** Task **
Below are some records. How many of their lines contain the string "reading"? Answer with the number alone.
(Information shown Opens)
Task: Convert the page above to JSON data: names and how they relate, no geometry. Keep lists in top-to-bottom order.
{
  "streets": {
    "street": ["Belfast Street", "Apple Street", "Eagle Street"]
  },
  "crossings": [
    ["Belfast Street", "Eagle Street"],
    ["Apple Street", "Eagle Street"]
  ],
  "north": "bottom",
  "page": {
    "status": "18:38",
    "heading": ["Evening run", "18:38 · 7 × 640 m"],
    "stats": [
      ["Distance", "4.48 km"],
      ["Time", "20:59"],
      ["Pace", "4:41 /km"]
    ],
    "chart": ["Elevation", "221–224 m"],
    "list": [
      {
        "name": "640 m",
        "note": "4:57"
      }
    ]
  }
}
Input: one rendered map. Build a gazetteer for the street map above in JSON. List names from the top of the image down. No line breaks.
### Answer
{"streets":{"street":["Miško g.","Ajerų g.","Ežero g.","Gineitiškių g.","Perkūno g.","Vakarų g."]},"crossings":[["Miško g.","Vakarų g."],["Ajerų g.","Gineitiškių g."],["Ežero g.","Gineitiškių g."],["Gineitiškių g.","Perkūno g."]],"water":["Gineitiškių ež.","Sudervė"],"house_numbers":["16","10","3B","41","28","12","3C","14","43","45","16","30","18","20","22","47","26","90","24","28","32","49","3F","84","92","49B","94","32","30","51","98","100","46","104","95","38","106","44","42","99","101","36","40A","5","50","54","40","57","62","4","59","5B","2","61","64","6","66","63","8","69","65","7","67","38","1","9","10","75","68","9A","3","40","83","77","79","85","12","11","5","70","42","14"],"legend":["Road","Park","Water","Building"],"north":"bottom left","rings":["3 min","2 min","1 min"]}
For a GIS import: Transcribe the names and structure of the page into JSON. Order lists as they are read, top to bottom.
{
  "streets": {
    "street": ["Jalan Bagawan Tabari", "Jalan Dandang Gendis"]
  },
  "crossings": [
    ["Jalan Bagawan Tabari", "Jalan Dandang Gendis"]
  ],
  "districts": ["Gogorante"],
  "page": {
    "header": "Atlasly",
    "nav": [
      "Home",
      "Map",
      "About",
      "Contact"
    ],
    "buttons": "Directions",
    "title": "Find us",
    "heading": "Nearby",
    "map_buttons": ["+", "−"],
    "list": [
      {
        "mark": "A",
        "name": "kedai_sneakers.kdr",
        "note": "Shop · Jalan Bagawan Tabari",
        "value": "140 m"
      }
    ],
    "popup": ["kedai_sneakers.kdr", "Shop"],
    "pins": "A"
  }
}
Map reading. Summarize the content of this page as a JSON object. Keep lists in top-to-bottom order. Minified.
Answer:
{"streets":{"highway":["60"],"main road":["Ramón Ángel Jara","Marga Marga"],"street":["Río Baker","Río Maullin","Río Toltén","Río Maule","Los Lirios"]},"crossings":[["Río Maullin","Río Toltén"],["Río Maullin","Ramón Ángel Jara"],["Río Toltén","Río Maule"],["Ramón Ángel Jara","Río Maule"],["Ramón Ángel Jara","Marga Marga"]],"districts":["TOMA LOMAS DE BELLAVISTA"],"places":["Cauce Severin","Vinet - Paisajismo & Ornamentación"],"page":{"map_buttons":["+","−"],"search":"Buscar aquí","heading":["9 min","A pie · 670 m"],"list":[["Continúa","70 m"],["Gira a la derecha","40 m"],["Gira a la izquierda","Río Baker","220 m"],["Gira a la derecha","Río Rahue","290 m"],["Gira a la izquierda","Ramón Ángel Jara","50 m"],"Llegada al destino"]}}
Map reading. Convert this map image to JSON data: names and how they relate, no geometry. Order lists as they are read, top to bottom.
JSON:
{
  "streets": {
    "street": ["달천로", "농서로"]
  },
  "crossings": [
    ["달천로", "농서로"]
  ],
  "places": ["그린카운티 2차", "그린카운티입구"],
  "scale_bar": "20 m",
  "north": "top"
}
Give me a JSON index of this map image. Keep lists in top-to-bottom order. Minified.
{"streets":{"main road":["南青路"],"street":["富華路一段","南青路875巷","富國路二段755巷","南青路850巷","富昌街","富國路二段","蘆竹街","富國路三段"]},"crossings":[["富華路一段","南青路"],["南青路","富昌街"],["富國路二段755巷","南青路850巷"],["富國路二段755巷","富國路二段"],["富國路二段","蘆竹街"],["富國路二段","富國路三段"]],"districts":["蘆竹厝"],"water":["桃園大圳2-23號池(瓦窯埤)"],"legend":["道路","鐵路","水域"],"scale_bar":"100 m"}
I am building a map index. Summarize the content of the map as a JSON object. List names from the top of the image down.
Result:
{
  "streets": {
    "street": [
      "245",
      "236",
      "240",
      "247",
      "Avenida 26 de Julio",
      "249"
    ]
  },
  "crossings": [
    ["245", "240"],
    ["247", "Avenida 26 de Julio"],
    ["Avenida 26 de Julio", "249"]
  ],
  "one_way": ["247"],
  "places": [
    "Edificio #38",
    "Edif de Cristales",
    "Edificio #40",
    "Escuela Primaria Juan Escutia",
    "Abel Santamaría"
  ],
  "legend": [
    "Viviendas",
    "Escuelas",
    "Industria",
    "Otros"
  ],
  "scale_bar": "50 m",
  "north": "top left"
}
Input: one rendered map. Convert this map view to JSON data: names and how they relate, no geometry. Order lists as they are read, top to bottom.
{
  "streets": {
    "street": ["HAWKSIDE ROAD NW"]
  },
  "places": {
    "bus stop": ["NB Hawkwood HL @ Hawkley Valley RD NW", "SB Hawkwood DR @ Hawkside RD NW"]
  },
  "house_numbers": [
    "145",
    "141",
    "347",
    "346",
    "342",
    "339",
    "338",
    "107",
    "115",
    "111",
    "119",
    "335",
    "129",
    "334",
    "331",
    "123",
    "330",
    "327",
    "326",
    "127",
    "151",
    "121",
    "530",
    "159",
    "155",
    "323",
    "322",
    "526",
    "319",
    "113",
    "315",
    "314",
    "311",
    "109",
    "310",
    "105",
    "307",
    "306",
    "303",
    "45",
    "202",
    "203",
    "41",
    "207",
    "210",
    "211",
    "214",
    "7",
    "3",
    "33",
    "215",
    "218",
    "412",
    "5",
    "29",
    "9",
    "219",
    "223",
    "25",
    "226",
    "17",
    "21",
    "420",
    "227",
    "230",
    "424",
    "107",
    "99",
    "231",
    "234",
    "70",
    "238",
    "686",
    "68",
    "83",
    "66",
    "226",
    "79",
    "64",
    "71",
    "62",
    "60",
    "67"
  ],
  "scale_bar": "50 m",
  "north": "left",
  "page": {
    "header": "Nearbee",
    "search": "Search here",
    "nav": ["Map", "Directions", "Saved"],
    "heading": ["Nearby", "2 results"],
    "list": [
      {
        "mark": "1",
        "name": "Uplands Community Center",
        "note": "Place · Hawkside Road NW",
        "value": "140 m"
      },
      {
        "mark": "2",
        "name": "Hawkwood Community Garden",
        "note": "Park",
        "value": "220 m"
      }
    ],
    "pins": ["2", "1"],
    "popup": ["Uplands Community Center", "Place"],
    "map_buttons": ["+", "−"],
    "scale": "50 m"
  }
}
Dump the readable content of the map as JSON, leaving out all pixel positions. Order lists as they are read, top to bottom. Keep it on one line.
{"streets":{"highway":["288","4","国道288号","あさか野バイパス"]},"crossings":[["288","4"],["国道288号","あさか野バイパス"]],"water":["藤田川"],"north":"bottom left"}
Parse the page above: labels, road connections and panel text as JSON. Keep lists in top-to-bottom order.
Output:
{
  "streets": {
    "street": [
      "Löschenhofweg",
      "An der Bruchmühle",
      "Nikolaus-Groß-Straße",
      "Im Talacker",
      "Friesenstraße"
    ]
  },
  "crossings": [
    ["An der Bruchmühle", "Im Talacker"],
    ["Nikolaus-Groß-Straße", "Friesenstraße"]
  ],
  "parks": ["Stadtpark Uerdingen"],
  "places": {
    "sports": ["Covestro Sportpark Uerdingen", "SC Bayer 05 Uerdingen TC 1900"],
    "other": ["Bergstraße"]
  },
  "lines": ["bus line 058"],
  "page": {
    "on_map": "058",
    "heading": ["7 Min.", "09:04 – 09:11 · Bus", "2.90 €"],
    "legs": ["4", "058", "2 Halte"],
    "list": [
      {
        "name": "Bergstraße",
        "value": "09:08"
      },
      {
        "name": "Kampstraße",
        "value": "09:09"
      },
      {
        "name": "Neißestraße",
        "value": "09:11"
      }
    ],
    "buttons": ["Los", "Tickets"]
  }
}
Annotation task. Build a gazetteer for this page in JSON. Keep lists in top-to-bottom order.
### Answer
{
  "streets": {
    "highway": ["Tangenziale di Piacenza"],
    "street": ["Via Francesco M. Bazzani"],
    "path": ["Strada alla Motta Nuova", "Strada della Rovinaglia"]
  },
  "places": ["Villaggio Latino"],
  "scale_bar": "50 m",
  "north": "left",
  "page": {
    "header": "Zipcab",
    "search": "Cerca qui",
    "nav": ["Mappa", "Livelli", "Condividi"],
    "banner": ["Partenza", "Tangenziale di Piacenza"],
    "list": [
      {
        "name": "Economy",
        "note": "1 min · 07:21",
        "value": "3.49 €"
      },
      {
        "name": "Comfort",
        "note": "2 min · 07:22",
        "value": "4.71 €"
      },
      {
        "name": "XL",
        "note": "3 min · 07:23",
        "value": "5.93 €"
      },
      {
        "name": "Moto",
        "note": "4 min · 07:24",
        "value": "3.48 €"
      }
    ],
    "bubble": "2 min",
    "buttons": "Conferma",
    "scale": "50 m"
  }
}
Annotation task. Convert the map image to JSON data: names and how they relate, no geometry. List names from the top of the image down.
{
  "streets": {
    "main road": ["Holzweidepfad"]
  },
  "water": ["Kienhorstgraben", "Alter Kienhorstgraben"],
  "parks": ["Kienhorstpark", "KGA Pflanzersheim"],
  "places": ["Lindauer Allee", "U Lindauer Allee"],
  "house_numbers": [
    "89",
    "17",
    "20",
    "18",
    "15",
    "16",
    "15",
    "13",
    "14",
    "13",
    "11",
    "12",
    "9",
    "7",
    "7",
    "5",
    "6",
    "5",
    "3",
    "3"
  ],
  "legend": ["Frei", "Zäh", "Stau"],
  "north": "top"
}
(Information shown Closes)
** Written response **
2